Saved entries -
§ §

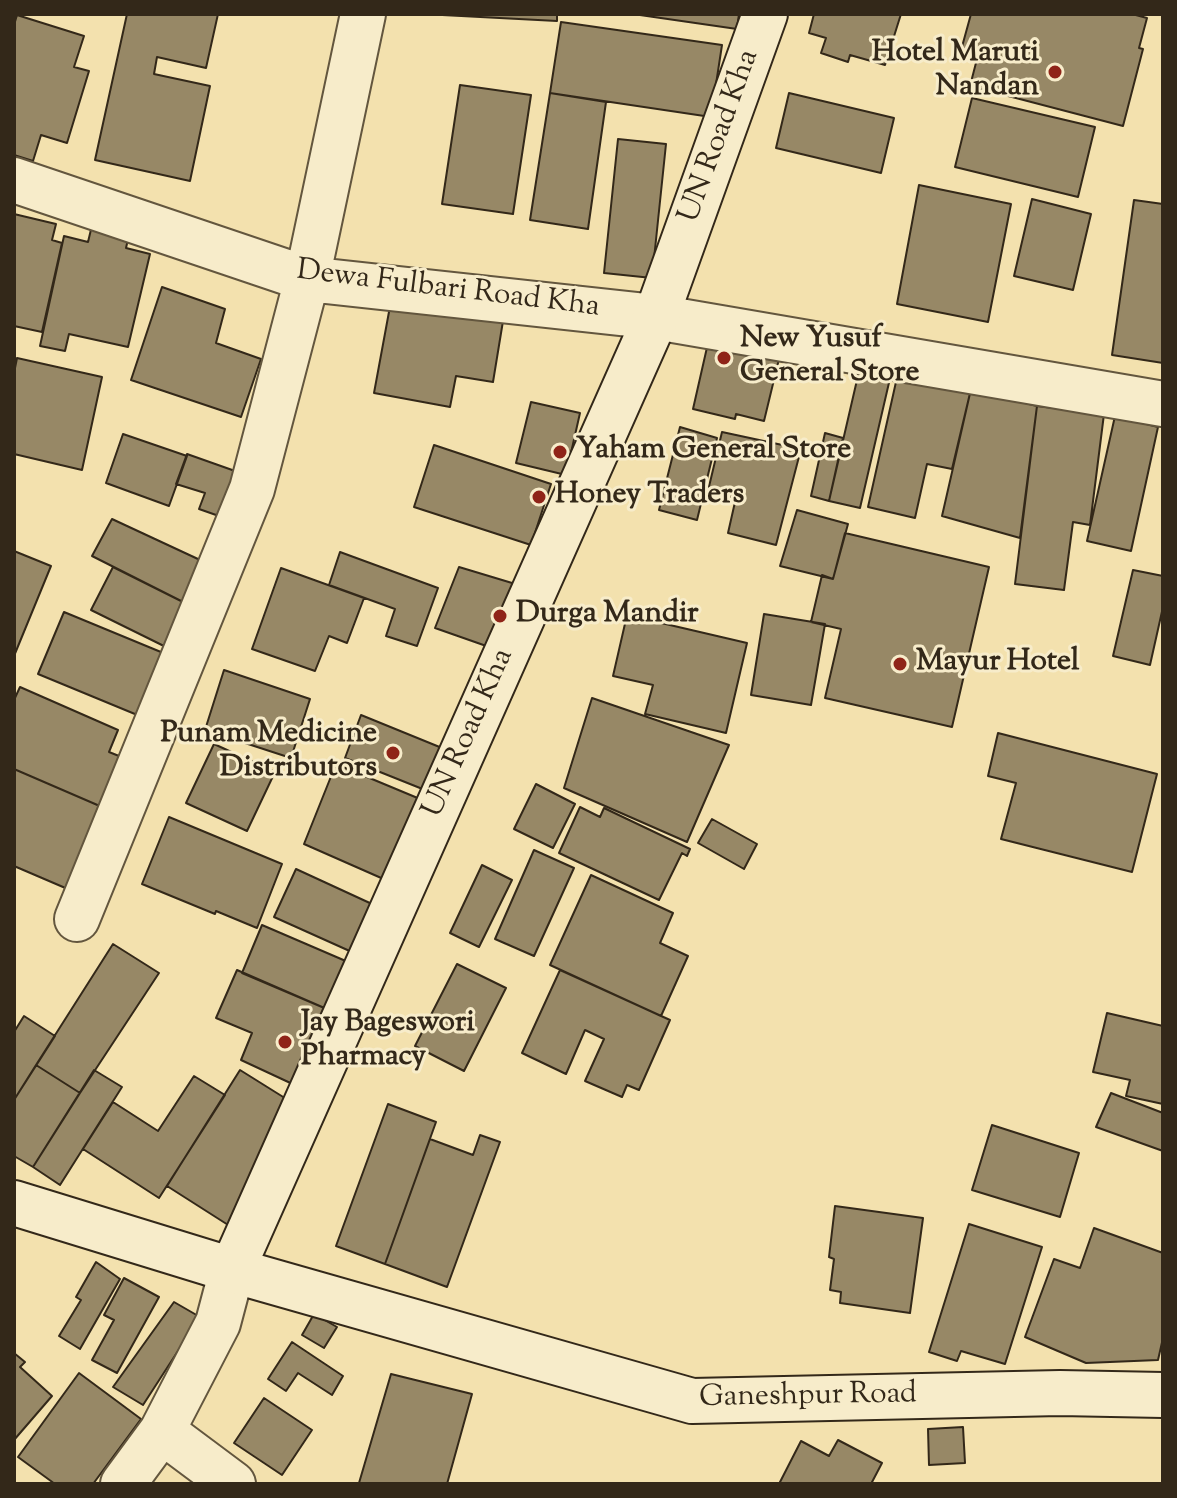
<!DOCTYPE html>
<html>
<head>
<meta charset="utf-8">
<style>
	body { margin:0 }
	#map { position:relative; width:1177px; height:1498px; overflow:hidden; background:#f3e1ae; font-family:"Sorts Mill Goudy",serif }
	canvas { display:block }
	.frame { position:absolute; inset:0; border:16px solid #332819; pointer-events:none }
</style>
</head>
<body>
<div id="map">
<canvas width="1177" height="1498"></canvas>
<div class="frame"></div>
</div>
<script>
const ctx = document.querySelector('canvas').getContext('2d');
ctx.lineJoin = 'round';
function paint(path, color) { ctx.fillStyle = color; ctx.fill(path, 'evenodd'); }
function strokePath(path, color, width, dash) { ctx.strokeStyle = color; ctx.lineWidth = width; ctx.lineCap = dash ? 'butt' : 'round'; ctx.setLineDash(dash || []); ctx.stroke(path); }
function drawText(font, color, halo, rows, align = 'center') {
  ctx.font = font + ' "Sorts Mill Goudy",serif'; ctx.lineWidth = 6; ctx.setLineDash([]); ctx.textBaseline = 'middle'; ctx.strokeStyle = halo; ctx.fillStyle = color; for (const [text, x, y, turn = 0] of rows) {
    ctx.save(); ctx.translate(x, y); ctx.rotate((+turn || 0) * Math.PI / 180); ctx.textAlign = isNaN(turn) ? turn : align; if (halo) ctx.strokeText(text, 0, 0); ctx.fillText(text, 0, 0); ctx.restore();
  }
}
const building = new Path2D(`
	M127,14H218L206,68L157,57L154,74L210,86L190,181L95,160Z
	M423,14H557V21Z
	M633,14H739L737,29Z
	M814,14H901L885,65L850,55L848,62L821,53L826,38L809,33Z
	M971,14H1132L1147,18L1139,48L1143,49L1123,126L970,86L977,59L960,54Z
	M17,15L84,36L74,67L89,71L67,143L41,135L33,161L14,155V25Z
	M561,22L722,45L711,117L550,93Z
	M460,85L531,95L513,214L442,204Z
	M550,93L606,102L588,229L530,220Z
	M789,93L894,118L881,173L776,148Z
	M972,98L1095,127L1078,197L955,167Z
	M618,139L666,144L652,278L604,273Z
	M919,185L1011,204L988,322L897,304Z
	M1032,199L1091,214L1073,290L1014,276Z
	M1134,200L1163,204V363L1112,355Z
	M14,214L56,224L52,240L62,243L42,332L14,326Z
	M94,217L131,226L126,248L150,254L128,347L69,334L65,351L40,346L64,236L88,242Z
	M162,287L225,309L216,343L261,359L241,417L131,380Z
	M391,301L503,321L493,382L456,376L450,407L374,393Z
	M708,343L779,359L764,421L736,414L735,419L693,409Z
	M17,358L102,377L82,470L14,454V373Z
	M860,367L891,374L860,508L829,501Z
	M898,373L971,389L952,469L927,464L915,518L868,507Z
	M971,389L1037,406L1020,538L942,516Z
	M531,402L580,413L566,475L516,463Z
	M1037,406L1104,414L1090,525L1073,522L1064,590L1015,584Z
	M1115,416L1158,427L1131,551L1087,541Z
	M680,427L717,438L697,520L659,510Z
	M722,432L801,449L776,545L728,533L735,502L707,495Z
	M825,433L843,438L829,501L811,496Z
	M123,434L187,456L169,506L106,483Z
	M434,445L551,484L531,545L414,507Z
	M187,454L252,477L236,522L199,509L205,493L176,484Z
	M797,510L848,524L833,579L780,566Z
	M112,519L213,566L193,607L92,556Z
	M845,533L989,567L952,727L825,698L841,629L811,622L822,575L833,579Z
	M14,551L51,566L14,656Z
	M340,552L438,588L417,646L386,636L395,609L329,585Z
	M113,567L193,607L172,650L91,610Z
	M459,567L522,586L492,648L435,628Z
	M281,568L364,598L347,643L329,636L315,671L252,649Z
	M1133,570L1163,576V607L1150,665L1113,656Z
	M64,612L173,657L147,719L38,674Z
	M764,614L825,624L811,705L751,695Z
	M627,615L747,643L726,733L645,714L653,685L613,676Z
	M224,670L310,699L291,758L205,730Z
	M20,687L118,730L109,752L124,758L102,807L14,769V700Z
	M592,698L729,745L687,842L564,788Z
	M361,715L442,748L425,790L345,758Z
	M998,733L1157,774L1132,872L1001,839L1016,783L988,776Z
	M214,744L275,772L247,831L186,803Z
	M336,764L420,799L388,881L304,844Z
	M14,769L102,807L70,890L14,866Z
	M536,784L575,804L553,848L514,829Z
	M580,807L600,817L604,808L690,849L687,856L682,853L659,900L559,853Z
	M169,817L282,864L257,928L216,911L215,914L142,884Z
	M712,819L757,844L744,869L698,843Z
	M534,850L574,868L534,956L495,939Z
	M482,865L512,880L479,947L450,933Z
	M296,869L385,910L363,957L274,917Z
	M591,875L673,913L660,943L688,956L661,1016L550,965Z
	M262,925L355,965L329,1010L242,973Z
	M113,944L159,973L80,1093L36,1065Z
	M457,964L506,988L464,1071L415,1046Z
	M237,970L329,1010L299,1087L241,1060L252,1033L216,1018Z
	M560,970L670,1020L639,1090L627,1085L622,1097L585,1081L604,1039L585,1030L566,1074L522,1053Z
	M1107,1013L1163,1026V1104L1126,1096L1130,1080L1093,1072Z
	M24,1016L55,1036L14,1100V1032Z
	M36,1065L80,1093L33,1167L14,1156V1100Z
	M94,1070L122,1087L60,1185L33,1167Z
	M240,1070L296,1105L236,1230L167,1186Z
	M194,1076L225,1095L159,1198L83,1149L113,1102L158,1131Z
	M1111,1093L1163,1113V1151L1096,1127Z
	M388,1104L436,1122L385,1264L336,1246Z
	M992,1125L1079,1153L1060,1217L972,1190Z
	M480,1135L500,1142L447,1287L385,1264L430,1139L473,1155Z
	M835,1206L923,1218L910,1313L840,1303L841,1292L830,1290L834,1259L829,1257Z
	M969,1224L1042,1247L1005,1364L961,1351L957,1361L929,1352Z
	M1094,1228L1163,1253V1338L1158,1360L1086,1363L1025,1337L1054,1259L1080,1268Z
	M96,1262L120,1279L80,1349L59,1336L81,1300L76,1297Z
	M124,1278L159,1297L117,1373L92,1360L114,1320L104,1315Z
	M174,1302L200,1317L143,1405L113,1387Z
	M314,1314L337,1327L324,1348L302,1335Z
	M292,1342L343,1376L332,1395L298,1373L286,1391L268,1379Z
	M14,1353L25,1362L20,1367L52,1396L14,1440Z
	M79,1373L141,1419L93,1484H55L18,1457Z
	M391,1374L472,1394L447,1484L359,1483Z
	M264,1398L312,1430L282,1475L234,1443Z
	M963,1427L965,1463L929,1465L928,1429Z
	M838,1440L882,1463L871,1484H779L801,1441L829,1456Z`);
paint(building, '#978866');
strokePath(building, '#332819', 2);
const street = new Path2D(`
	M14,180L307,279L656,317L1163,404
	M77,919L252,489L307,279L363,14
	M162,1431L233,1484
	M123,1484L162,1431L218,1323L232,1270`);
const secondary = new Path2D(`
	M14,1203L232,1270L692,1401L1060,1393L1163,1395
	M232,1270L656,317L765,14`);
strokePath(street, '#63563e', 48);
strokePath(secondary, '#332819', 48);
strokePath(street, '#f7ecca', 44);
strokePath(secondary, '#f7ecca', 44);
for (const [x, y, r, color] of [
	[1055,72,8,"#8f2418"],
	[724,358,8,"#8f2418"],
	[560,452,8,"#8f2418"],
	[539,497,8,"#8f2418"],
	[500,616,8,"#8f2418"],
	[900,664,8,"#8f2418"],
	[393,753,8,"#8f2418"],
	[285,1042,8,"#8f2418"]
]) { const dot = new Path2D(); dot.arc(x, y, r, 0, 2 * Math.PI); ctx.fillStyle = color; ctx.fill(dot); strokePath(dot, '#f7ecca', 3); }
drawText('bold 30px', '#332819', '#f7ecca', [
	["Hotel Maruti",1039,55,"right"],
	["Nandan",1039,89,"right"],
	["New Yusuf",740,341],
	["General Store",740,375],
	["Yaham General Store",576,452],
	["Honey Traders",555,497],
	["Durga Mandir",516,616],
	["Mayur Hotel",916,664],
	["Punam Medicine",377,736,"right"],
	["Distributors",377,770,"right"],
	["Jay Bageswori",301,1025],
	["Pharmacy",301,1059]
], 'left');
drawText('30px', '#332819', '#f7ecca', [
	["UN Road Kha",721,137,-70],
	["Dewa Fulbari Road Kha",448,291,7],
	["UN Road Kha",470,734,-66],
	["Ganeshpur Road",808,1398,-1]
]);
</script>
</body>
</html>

§ §

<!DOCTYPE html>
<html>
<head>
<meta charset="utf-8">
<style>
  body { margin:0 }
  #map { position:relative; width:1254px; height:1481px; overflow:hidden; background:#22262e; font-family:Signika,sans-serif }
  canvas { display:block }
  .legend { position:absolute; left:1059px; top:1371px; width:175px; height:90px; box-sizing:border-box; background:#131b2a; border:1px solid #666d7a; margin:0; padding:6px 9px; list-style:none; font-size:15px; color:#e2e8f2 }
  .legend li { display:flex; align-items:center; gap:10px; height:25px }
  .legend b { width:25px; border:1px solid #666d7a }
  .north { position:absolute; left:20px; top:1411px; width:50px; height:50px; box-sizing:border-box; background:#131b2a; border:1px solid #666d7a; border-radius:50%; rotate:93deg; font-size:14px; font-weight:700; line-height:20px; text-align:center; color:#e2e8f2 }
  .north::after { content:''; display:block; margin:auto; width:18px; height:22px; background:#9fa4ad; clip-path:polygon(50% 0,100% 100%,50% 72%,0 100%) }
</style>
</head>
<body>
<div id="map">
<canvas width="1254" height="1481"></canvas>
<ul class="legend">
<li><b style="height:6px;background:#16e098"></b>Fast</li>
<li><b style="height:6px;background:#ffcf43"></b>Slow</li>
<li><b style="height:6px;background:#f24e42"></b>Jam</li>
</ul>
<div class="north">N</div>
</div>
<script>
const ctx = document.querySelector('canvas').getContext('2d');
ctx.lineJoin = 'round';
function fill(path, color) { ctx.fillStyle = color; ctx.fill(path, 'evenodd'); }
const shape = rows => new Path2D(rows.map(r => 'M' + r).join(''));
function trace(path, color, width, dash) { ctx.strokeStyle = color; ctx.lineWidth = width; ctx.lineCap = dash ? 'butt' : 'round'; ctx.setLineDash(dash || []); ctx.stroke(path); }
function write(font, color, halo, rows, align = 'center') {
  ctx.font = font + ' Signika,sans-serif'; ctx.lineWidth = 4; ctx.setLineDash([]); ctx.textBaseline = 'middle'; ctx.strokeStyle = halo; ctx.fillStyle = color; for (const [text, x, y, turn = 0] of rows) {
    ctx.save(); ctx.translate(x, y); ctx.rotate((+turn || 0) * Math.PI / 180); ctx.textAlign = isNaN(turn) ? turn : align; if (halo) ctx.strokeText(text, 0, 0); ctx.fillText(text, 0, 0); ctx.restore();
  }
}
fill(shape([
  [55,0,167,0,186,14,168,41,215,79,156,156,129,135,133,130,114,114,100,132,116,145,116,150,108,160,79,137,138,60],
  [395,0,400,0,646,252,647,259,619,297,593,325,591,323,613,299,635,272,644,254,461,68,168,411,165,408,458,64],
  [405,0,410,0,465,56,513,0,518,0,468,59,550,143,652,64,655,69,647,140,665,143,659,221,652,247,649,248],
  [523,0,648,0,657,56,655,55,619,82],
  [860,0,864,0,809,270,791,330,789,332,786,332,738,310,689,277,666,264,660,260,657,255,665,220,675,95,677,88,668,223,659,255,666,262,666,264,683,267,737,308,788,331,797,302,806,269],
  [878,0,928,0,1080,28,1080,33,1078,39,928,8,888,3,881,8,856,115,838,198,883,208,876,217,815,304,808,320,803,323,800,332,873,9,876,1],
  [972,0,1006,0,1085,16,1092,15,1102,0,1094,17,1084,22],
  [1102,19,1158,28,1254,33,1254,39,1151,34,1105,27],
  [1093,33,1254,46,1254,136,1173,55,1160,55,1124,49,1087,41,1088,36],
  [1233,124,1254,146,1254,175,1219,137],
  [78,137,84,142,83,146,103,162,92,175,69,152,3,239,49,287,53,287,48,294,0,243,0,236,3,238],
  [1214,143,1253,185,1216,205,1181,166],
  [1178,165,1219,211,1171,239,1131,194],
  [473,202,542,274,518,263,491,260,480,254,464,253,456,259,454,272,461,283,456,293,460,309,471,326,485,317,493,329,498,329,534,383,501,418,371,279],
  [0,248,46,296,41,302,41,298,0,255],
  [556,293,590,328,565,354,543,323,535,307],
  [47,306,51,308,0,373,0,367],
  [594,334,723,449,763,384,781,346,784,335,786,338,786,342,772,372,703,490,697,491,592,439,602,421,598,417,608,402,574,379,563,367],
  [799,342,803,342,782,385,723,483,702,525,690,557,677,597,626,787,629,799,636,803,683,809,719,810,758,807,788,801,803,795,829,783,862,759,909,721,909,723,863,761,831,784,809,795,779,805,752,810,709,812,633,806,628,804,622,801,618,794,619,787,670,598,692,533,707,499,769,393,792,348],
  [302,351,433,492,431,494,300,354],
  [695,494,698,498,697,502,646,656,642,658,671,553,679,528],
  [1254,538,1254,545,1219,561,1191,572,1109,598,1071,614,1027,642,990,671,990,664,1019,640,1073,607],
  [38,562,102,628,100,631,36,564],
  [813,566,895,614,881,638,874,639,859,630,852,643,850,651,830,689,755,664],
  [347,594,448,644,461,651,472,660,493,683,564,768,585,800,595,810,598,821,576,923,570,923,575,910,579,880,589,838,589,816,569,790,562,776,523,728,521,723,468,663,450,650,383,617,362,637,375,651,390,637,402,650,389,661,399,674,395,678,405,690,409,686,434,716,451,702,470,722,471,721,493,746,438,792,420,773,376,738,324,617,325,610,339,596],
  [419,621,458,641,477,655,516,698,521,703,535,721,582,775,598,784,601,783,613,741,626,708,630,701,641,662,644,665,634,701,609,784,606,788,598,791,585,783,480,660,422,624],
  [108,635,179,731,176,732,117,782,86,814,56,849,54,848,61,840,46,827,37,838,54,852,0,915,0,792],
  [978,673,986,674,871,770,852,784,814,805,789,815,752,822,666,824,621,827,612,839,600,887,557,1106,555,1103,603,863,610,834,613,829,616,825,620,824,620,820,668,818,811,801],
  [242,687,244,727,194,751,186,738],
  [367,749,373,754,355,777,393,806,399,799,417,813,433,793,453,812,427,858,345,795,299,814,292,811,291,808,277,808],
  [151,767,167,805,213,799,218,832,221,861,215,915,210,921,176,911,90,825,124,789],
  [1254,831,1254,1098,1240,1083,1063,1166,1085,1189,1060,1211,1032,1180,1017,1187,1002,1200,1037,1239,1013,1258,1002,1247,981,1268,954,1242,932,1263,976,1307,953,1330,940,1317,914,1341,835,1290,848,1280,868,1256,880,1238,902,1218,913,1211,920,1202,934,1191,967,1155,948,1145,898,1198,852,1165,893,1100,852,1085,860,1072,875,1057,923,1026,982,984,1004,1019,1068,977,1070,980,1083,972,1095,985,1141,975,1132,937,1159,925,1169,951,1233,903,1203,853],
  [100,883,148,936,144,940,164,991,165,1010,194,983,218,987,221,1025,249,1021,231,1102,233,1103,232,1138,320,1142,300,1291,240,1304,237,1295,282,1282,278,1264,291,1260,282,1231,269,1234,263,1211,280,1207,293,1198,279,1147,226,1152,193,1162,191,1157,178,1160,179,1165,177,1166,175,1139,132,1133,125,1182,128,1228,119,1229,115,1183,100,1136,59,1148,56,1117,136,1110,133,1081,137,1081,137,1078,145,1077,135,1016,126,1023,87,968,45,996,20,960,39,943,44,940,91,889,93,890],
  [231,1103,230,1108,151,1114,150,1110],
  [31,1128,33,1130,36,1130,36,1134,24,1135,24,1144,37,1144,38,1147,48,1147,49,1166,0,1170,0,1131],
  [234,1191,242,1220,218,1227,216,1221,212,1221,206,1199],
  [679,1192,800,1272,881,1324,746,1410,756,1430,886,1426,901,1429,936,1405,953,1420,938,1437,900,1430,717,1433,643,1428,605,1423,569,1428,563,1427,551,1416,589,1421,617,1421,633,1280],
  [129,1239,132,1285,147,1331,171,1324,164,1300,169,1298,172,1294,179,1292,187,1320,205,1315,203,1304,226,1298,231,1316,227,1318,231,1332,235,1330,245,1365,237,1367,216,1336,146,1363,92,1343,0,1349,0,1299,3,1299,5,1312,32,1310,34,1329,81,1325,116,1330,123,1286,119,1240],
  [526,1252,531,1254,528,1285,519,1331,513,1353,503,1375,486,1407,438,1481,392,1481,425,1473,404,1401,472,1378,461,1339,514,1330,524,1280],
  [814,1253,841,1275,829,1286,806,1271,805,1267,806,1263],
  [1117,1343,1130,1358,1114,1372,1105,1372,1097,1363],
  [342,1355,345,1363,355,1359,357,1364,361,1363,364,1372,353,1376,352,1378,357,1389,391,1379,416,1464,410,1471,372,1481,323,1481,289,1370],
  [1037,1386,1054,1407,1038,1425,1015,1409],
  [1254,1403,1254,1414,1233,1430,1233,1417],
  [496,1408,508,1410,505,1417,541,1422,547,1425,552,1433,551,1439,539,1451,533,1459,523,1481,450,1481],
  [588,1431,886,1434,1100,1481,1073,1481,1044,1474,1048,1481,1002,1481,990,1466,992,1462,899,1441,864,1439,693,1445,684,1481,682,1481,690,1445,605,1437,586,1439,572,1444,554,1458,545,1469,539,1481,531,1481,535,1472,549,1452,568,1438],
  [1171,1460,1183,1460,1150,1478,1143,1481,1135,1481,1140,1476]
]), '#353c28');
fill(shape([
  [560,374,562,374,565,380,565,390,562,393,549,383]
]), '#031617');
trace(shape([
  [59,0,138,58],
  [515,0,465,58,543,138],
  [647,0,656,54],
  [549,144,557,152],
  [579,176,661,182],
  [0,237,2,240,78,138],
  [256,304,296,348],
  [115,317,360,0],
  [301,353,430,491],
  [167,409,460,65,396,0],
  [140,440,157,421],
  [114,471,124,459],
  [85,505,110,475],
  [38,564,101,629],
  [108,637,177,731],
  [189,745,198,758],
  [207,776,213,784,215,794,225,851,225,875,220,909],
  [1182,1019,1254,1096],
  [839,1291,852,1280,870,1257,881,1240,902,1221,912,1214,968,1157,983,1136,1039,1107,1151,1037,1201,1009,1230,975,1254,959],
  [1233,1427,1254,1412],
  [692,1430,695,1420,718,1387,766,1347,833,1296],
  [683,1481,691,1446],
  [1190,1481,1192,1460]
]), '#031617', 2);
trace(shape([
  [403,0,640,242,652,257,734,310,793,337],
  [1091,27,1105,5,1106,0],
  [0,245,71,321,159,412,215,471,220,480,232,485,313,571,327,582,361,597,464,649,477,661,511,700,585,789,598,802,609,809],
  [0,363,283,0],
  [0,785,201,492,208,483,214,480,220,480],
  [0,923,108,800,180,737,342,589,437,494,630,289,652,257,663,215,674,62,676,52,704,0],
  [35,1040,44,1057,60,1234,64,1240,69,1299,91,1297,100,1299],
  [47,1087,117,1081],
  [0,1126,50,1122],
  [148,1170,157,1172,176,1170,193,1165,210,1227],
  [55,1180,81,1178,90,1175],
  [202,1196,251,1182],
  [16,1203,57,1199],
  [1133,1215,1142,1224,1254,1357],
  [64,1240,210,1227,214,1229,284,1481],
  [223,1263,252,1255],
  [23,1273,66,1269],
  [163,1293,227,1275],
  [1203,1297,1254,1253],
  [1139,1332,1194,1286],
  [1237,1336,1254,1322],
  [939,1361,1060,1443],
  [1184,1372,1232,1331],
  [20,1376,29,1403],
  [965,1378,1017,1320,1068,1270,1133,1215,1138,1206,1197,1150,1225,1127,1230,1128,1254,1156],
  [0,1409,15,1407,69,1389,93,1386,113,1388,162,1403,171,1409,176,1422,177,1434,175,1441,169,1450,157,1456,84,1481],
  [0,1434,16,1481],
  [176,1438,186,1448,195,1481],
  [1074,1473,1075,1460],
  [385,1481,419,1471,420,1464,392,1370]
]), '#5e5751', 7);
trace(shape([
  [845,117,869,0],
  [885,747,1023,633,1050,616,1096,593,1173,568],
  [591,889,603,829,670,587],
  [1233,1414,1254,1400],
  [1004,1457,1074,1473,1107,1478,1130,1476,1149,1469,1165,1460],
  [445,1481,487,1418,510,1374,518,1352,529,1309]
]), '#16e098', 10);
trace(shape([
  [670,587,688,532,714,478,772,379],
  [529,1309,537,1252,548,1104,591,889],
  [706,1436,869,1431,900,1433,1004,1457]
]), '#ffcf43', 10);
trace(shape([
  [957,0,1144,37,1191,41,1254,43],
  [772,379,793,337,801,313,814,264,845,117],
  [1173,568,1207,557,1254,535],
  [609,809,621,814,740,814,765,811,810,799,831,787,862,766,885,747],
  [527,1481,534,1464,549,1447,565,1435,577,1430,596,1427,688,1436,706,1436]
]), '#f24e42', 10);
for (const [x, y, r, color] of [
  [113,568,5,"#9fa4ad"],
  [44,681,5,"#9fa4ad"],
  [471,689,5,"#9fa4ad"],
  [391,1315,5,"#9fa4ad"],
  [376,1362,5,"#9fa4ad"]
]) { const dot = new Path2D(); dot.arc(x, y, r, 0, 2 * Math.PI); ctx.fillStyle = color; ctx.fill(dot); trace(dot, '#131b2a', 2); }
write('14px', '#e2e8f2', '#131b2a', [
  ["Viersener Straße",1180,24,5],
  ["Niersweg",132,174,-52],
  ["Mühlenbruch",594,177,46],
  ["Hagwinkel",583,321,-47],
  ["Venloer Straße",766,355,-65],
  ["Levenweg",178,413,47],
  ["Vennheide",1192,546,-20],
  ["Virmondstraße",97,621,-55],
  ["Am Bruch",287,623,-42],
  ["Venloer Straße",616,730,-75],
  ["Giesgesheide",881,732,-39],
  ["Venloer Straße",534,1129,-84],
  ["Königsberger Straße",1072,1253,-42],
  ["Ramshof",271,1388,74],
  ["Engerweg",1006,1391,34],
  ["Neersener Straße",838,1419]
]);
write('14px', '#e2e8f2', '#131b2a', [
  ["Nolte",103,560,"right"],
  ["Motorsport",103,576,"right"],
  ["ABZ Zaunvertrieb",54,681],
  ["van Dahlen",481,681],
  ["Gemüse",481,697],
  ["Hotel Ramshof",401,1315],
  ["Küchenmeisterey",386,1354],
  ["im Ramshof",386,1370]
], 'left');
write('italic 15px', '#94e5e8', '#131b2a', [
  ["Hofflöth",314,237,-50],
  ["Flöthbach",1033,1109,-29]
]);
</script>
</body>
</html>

§ §

Work item -
Examine each line of the records above and tally those with the string "butt". State the total alone.

Answer to the exercise -
2